WHAT YOU HAVE TO DO
Copy out each line of the data below in which the string "played" appears.
>>
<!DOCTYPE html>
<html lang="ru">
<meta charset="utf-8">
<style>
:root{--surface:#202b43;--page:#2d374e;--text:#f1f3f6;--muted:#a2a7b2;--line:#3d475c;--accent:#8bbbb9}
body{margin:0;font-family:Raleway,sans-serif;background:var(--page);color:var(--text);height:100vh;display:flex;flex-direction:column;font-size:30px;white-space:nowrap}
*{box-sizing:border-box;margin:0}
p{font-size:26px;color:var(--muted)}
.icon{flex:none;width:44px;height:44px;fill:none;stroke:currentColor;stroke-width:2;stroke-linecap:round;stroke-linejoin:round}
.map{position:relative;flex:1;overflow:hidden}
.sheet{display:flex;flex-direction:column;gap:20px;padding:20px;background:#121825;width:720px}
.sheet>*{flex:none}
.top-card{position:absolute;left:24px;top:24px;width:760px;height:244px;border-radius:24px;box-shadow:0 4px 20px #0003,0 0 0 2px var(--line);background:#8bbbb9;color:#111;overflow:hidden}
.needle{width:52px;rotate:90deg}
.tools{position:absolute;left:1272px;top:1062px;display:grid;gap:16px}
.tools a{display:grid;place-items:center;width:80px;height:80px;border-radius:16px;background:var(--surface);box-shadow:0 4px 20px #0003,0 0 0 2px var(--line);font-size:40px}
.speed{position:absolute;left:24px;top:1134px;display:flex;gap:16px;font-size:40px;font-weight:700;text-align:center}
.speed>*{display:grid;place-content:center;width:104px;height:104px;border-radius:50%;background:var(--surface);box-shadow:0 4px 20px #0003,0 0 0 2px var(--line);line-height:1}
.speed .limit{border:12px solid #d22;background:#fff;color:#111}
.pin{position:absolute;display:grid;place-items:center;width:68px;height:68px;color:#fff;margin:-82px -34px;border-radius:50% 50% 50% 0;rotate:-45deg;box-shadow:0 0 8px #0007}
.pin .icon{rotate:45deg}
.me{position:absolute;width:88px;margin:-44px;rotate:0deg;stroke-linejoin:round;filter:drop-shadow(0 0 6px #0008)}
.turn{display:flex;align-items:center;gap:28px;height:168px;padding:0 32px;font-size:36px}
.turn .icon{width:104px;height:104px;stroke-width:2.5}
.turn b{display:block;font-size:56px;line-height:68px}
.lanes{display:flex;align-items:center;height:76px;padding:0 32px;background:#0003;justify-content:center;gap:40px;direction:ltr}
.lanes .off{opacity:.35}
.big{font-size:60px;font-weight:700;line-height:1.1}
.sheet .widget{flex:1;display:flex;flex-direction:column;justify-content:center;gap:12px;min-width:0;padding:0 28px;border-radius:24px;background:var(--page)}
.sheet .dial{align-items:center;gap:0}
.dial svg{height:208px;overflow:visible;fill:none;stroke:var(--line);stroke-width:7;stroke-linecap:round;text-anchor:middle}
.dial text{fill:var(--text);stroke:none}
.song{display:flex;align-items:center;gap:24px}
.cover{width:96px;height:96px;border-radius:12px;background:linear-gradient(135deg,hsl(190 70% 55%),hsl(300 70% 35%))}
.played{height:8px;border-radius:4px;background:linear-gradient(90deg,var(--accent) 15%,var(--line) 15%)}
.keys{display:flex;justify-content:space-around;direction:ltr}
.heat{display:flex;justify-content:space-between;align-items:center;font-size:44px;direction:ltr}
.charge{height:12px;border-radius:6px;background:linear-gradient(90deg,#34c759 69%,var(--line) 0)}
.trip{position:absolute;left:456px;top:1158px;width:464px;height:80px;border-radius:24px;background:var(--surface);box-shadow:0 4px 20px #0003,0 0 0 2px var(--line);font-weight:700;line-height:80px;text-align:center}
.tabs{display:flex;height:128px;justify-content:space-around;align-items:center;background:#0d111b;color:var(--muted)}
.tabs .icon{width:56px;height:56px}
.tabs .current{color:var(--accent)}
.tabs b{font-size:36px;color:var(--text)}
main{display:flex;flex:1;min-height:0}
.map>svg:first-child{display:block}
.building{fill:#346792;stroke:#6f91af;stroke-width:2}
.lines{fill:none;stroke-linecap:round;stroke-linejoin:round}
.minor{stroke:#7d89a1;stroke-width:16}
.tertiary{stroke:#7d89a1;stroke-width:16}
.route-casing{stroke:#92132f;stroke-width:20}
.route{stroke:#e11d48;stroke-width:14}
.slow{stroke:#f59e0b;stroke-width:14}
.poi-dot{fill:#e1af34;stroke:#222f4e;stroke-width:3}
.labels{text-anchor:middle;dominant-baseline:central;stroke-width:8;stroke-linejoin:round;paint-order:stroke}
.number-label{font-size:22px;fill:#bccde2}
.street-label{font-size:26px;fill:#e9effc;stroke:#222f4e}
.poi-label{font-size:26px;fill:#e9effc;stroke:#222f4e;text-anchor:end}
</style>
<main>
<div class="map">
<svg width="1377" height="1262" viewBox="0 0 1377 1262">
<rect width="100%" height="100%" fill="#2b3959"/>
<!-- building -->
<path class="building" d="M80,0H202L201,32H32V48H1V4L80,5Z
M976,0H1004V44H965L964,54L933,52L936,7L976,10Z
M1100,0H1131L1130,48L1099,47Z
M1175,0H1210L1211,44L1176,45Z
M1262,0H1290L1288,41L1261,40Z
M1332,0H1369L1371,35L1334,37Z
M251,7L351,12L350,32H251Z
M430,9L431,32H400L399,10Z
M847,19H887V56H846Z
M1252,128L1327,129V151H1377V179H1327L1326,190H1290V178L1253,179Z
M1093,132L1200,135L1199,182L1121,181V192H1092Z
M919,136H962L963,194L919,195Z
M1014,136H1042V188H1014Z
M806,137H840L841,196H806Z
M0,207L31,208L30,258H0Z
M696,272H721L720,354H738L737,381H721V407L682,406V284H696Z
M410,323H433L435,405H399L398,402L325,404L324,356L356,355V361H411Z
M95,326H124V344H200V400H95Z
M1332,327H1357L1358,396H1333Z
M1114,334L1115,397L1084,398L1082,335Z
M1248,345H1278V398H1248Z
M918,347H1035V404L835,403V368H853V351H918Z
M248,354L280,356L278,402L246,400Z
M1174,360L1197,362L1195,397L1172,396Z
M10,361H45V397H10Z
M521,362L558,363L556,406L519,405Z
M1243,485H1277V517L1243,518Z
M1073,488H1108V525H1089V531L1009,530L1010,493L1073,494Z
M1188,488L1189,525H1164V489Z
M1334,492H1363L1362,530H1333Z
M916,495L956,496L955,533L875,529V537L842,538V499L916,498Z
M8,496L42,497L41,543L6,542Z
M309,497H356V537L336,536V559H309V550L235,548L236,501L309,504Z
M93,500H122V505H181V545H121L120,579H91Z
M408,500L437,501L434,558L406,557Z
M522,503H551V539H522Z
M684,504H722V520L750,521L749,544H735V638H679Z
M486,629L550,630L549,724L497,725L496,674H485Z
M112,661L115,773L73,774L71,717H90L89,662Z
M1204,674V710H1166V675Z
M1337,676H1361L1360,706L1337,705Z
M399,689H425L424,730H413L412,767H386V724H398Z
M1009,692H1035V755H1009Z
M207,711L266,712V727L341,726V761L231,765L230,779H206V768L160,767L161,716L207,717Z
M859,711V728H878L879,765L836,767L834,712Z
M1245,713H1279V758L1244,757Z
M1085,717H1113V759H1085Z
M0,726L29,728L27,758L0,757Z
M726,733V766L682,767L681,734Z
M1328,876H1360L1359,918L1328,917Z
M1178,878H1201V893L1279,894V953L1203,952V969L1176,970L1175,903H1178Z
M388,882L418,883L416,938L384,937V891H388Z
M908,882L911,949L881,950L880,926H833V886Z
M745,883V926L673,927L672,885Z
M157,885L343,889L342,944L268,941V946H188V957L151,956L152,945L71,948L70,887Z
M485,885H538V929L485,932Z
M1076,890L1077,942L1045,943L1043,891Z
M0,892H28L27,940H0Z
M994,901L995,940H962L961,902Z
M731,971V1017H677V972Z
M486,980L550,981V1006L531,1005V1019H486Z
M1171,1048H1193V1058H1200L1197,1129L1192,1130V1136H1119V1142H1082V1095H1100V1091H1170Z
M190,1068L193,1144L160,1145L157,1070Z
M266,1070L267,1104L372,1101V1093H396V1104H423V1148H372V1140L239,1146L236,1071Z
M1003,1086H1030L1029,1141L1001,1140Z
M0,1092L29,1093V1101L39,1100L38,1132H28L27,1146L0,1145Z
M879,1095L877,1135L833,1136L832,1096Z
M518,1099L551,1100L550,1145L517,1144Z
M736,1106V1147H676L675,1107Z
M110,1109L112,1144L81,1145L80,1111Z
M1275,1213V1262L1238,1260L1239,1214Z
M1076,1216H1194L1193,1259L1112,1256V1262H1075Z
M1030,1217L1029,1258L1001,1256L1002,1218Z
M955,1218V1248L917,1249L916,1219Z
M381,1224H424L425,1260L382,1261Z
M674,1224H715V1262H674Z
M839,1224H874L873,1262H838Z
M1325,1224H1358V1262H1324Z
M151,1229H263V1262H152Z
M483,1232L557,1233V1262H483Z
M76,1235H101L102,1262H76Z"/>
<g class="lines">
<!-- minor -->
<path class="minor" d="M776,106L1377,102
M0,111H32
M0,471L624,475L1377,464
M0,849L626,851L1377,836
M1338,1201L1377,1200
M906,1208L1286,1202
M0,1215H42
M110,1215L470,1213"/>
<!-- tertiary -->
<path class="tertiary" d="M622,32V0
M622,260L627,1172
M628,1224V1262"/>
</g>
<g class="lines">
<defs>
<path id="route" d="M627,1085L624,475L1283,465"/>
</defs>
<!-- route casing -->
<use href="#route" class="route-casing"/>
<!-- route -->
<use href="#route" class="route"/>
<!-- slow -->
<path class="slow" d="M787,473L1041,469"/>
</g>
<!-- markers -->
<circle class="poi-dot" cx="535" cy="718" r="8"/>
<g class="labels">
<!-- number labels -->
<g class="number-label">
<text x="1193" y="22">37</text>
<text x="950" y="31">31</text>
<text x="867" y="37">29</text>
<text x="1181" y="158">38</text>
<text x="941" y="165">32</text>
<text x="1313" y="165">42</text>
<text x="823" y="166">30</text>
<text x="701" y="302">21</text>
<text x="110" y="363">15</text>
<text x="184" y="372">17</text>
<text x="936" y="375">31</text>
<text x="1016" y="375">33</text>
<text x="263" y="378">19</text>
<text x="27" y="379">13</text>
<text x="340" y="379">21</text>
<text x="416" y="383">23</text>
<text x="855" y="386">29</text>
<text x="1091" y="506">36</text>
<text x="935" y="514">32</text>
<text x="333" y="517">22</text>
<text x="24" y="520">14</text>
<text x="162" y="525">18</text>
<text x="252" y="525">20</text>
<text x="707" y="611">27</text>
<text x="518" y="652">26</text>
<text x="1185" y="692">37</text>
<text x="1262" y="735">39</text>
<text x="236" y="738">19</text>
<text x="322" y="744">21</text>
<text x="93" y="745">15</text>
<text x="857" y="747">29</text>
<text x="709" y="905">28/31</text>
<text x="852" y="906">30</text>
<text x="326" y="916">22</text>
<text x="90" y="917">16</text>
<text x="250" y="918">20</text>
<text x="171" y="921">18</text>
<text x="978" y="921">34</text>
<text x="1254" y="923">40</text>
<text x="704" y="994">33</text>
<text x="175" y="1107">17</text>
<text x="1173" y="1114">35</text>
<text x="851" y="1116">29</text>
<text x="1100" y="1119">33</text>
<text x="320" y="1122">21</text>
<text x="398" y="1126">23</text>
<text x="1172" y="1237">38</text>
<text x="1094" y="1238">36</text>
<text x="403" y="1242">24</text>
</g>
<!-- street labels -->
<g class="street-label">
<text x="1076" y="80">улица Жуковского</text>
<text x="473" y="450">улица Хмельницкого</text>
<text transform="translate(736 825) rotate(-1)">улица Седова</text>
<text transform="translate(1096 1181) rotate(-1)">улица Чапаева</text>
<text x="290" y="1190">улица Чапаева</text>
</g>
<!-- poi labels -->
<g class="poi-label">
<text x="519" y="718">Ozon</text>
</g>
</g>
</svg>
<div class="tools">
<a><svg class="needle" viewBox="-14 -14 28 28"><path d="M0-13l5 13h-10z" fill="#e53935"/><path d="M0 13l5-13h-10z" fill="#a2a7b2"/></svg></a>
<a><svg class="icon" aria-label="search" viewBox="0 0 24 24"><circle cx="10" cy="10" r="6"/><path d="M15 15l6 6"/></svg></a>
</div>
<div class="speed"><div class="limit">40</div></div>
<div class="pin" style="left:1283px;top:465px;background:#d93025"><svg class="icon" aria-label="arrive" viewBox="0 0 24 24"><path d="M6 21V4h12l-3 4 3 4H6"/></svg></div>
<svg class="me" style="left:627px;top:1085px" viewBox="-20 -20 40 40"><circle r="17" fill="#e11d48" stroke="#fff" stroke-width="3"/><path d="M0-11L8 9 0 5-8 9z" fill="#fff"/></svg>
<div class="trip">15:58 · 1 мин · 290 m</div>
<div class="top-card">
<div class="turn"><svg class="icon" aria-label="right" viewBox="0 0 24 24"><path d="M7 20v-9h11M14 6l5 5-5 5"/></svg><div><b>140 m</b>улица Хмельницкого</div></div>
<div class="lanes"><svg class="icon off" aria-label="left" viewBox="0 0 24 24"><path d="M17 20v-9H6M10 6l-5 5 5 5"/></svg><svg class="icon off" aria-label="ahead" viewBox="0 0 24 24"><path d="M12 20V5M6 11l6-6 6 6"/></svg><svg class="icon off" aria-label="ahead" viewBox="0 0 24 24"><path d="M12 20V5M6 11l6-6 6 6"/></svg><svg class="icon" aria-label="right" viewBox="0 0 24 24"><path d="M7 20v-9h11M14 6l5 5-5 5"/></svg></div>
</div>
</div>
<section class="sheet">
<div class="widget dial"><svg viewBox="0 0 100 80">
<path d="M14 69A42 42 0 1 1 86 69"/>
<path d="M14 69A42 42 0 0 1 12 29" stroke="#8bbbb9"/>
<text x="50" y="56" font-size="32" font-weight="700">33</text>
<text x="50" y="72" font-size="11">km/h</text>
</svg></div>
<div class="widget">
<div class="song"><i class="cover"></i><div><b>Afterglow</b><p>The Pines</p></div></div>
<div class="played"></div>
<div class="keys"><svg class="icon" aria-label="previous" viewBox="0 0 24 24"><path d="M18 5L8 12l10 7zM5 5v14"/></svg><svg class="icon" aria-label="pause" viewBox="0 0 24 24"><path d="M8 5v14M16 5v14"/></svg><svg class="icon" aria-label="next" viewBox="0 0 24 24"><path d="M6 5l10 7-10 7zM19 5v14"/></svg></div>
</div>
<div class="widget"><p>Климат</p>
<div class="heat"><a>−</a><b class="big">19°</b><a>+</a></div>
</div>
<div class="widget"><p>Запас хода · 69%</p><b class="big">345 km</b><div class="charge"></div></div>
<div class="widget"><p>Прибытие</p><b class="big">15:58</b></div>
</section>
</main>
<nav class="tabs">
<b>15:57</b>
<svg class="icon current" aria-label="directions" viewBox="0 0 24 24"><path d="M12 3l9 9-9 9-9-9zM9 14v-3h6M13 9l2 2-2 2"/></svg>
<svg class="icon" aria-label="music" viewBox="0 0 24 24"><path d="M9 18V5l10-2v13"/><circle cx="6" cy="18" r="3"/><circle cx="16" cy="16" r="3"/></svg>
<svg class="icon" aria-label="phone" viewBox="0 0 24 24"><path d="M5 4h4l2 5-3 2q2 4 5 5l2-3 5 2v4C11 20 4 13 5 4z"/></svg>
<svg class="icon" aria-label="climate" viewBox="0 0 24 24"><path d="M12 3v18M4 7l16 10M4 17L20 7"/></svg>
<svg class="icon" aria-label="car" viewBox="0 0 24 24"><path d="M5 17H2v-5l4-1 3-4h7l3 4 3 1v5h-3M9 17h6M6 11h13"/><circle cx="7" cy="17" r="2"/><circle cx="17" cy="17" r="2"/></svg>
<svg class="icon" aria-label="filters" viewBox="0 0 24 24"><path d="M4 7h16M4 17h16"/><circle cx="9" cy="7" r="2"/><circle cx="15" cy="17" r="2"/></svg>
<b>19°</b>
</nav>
<<
WRITTEN RESPONSE
.played{height:8px;border-radius:4px;background:linear-gradient(90deg,var(--accent) 15%,var(--line) 15%)}
<div class="played"></div>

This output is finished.